++++ Dataset excerpts

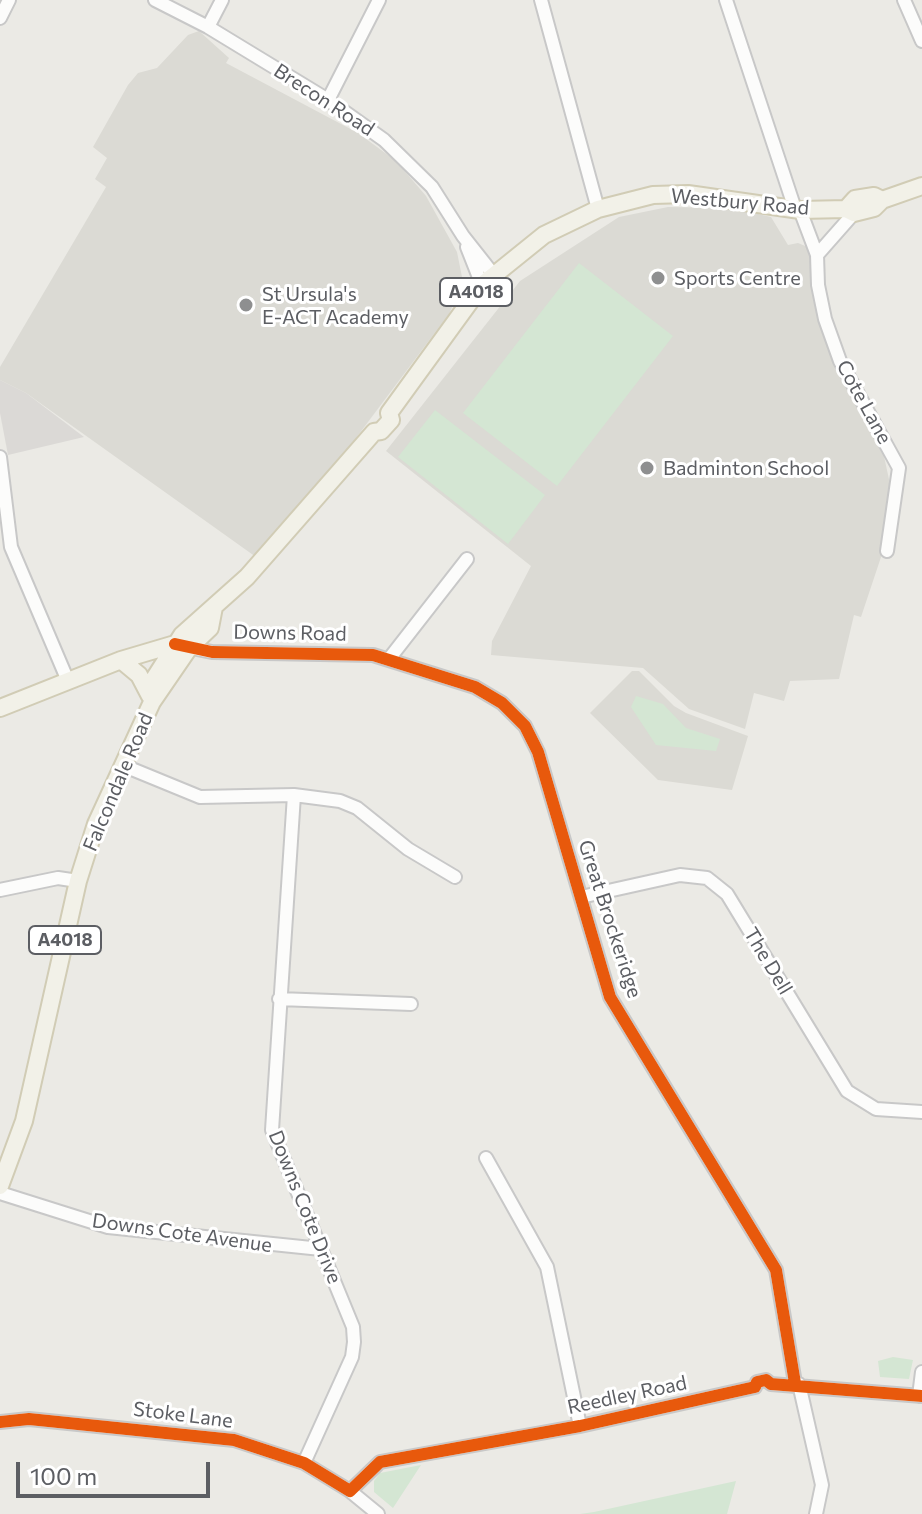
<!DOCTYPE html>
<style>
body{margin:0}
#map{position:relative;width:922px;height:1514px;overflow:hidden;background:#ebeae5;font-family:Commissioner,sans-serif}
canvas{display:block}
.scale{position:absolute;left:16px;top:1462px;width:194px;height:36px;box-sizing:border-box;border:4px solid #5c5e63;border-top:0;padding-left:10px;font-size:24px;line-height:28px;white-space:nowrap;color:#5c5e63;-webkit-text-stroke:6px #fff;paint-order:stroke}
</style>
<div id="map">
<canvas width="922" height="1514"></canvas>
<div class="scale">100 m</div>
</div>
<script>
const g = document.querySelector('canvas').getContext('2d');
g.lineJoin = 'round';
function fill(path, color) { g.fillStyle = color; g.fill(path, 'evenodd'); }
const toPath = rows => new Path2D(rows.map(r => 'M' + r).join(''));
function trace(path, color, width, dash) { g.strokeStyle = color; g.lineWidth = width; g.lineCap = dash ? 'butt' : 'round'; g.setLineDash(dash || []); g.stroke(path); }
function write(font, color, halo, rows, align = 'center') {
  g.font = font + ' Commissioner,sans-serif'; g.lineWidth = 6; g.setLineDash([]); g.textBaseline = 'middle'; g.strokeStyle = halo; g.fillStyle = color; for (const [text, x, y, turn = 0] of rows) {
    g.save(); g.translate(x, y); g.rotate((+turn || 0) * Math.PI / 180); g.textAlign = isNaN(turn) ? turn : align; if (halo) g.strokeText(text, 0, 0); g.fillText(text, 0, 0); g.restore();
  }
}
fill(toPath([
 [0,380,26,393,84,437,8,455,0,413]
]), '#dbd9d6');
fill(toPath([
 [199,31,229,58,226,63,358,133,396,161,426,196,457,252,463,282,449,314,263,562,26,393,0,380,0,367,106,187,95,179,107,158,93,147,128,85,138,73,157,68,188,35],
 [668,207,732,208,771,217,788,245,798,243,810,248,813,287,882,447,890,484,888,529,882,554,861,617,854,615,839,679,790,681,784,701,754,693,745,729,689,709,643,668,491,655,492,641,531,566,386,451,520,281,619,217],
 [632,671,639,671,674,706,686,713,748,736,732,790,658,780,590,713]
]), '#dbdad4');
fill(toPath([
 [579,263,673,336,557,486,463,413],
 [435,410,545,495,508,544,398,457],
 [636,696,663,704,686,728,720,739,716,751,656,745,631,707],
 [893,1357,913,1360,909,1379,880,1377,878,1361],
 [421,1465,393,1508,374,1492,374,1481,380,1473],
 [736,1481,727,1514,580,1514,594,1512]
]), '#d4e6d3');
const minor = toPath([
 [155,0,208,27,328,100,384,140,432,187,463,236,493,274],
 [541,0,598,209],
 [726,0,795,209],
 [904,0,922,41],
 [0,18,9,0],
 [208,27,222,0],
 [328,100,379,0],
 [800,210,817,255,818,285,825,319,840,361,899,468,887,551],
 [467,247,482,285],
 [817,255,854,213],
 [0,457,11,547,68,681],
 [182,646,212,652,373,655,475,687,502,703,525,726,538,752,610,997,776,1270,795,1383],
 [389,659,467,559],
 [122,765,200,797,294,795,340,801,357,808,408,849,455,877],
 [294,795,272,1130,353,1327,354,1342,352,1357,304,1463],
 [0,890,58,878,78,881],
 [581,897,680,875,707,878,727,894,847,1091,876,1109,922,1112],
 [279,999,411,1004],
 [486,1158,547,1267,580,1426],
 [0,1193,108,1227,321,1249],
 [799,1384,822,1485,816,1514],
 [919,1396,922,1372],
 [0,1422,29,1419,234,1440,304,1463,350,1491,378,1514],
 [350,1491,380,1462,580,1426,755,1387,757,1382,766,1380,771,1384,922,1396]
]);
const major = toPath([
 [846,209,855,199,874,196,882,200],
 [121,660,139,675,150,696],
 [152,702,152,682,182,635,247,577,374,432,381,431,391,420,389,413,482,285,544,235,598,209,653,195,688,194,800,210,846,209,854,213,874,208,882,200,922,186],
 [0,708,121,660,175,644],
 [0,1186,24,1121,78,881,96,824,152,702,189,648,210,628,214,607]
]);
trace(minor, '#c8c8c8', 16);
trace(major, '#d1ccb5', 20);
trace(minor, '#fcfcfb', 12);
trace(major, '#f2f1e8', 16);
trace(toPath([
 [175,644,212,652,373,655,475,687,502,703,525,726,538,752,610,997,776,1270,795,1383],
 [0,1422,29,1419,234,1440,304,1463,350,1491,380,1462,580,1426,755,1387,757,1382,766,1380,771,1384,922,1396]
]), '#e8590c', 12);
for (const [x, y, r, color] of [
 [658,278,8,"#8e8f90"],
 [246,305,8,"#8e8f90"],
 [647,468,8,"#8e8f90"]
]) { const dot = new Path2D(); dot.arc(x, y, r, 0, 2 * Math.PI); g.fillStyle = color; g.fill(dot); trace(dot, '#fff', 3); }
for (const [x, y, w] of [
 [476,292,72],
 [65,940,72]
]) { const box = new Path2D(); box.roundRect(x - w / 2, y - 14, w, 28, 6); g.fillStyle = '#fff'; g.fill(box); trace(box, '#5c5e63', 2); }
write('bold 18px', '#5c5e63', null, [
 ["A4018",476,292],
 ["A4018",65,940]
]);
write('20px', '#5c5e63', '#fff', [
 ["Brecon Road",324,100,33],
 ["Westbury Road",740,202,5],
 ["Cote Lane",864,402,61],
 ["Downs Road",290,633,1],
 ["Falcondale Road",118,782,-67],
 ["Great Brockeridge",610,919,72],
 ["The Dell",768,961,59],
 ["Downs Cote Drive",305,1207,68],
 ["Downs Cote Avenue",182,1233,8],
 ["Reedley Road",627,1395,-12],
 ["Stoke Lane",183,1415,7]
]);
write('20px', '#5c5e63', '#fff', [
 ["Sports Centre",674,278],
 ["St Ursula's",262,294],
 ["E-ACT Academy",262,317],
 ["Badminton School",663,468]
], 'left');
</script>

++++++++

[Prompt] Pictures excluded, copy the lines exactly from where the material starts to the line with "g.lineJoin = 'round';", inclusive.

[Output of the task]
<!DOCTYPE html>
<style>
body{margin:0}
#map{position:relative;width:922px;height:1514px;overflow:hidden;background:#ebeae5;font-family:Commissioner,sans-serif}
canvas{display:block}
.scale{position:absolute;left:16px;top:1462px;width:194px;height:36px;box-sizing:border-box;border:4px solid #5c5e63;border-top:0;padding-left:10px;font-size:24px;line-height:28px;white-space:nowrap;color:#5c5e63;-webkit-text-stroke:6px #fff;paint-order:stroke}
</style>
<div id="map">
<canvas width="922" height="1514"></canvas>
<div class="scale">100 m</div>
</div>
<script>
const g = document.querySelector('canvas').getContext('2d');
g.lineJoin = 'round';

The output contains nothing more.